Après le projet Raconteurs avec l’ami Brendan Benson (et un second album à venir) et un Get Behind Me Satan qui pouvait rendre perplexe, l’avenir du duo semblait assez compromis. De son propre aveu, Jack White traversait une période difficile reflétée par l’éparpillement et l’essoufflement que l’on pouvait ressentir à l’écoute de leur dernier album. Et pourtant, les voilà revenus prêts à défendre les couleurs d’un hard blues authentique avec une âme et des burnes. Ce que le groupe perdra ici en fraîcheur et en naïveté sera compensé par l’épaisseur et la densité qui frappent une fois l’album écouté dans son ensemble. Tant dans le son, massif, que dans la nature même des compositions explosant le carcan minimaliste que Jack White s’impose depuis leurs débuts, il ressort une impression de finalité, et – soyons fou, osons le mot - de plénitude.

Véritable synthèse d’une prolifique décennie, le disque se suffit à lui-même et s’apprécie pour lui-même. Bien sûr le fan de la première heure sera heureux de pouvoir prolonger un univers qui s’est bâti peu à peu depuis 5 disques, mais le badaud qui en était resté à "Seven Nation Army" risque d’être surpris dans le bon sens du terme. On retrouve autant les mélodies pop un peu sucrées, les cris de forcenés, les accords rauques répétés jusqu’à l’évanouissement que le blues crasseux et la fureur garage qui habitent chaque recoin de leurs morceaux. ("Catch Hell Blues", "Broken Bone" ou encore "Rag Bone" forment un ensemble de compos badass qui ne me contrediront point)

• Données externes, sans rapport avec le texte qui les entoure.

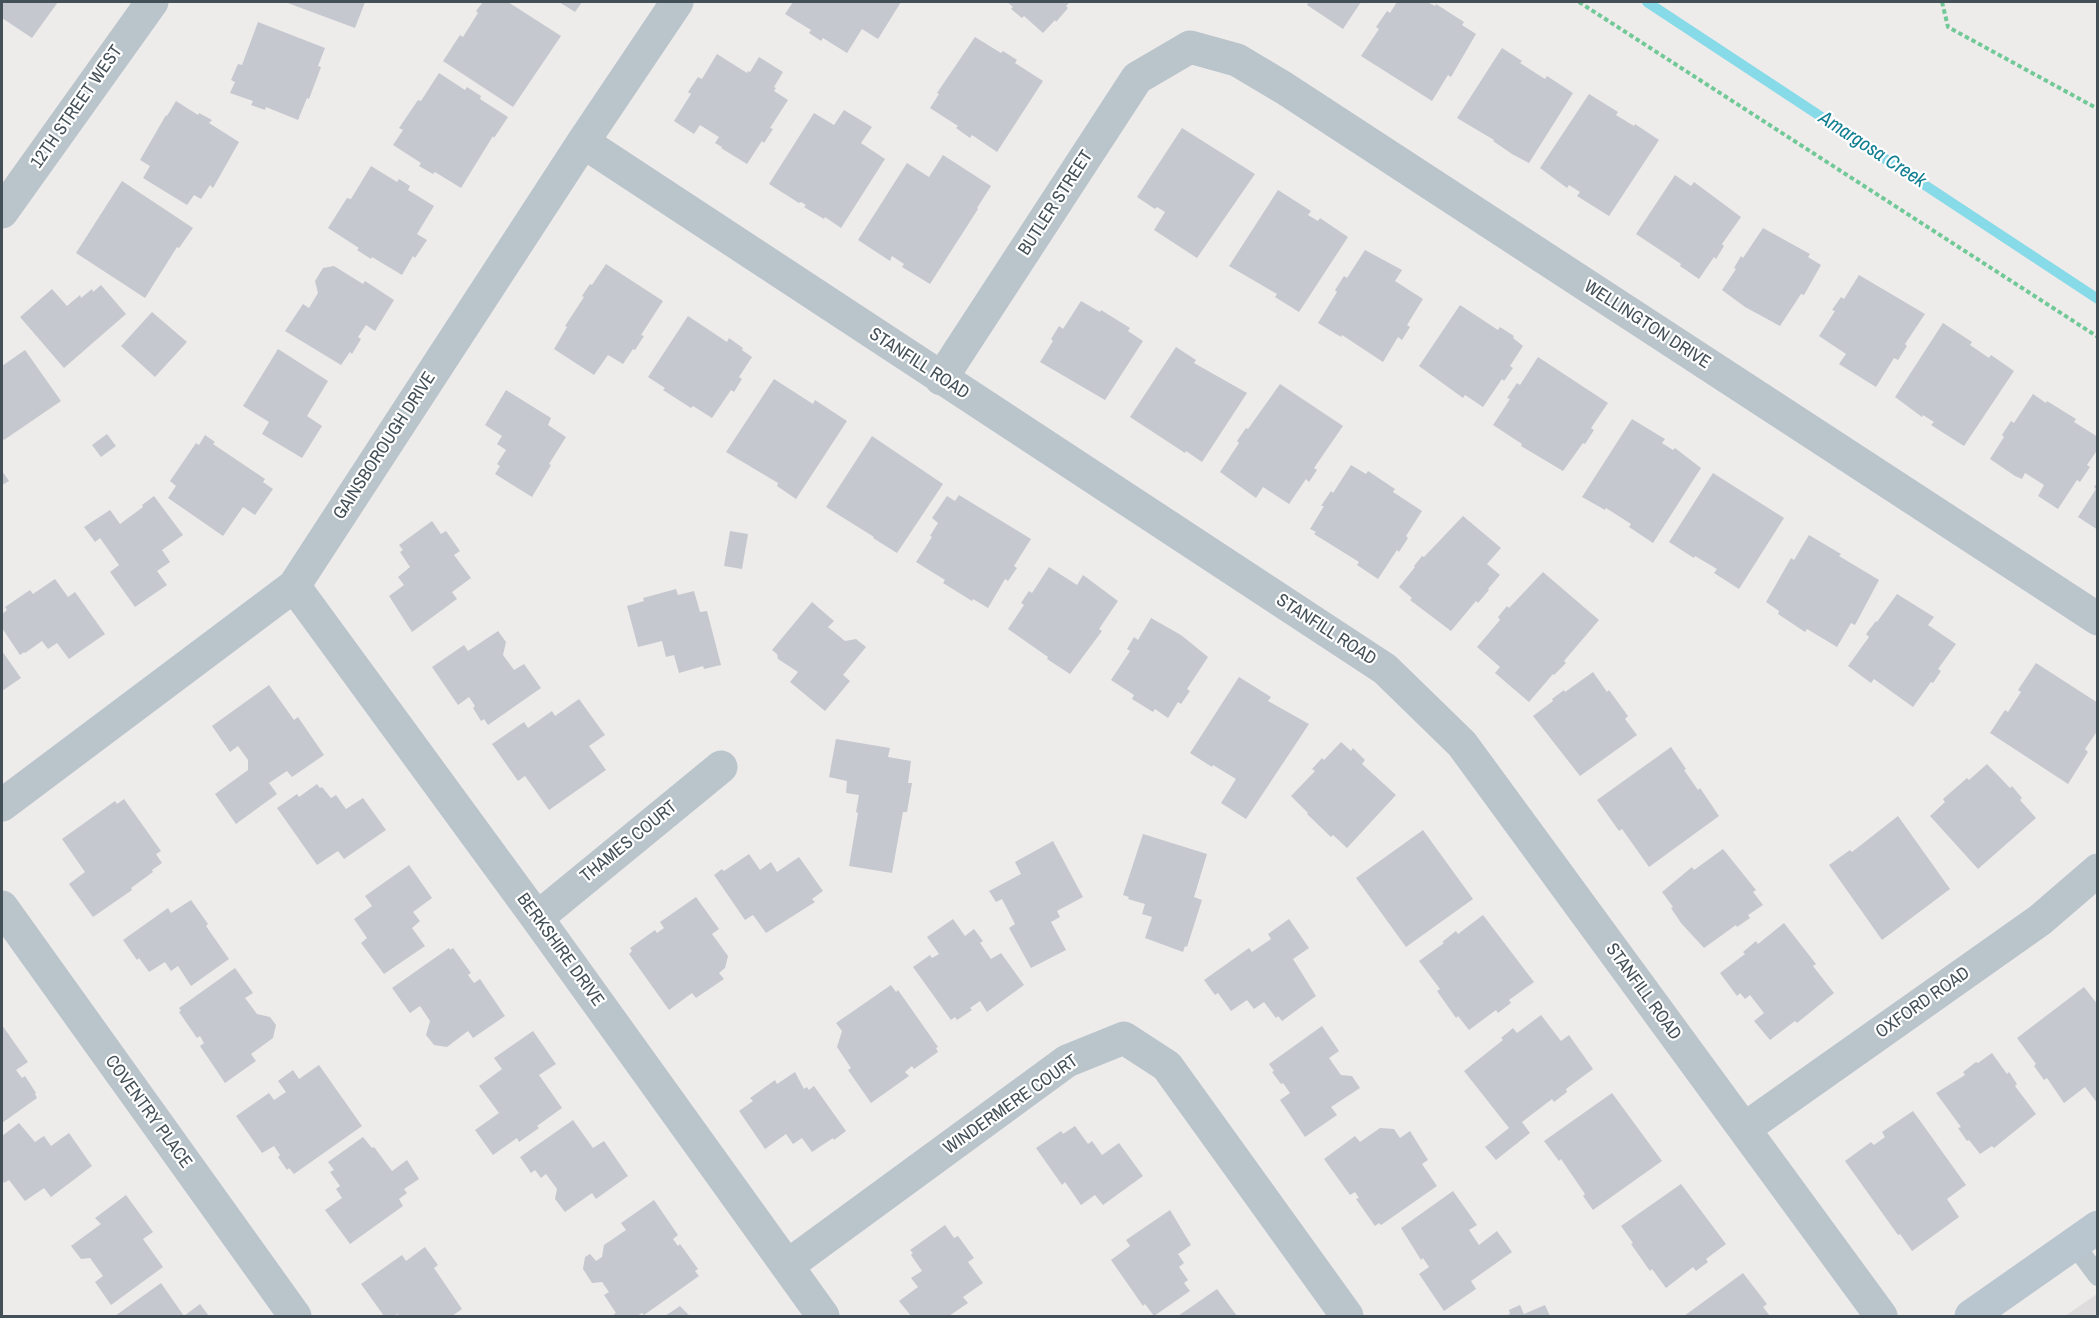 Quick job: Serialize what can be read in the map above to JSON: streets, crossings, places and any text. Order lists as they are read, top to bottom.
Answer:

Plus léché que les précédents dans sa production, moins référentiel et rugueux, il plaira à tout amateur éclairé de rock au sens large (remuant essentiellement de la folk, de la pop et du blues). Icky Thump reste néanmoins sans concessions laissant surgir d’inattendues explosions bruitistes alors que de solides rythmiques s’arrêtent puis reprennent sans prévenir dans des directions parfois surprenantes. Fidèle à ses racines, Jack White développe comme rarement un jeu de questions/réponses caractéristique du blues authentique qu’il vénère, que ce soit entre la voix, la guitare, mais aussi avec les nouveaux instruments qu’il se fait plaisir à utiliser.

Toujours versant dans le vintage et l’authentique, ces nouvelles couleurs musicales donnent toute la texture des morceaux-clés de l’album. Un vieux synthé analogique hypnotique surprend par son utilisation peu orthodoxe sur le morceau titre du disque, "Conquest" donne la part belle à une trompette éclatante et "Pricly Thorn, But Sweetly Worn" assume ses influences celtico-post-zeppeliennes (comprendre Page&Plant) laissant résonner de ronflantes cornemuses explorant des espaces sonores à ce jour inédits pour le duo. En dignes héritiers de l’incestueuse union d’un folklore américain rustre qui aurait violé sa pop anglaise de fille, le duo assume son concept et sa direction musicale expérimentant patiemment les infinies variations que leur combinaison peut permettre.


Ne craignant ni l’épuisement ni la redite, les White Stripes poursuivent leur chemin avec une sincérité et une éthique qui inspire le respect des uns et l’exaspération des autres. Fier descendant des Stooges, et de Led Zeppelin, fils caché de Blind Willie McTell et de Captain Beefheart, songwriter honnête et guitariste efficace en train de devenir lentement mais sûrement une nouvelle référence à une époque où la surenchère technique ne veut plus dire grand-chose, Jack White s’impose une fois de plus comme une des personnalités musicales de l’année.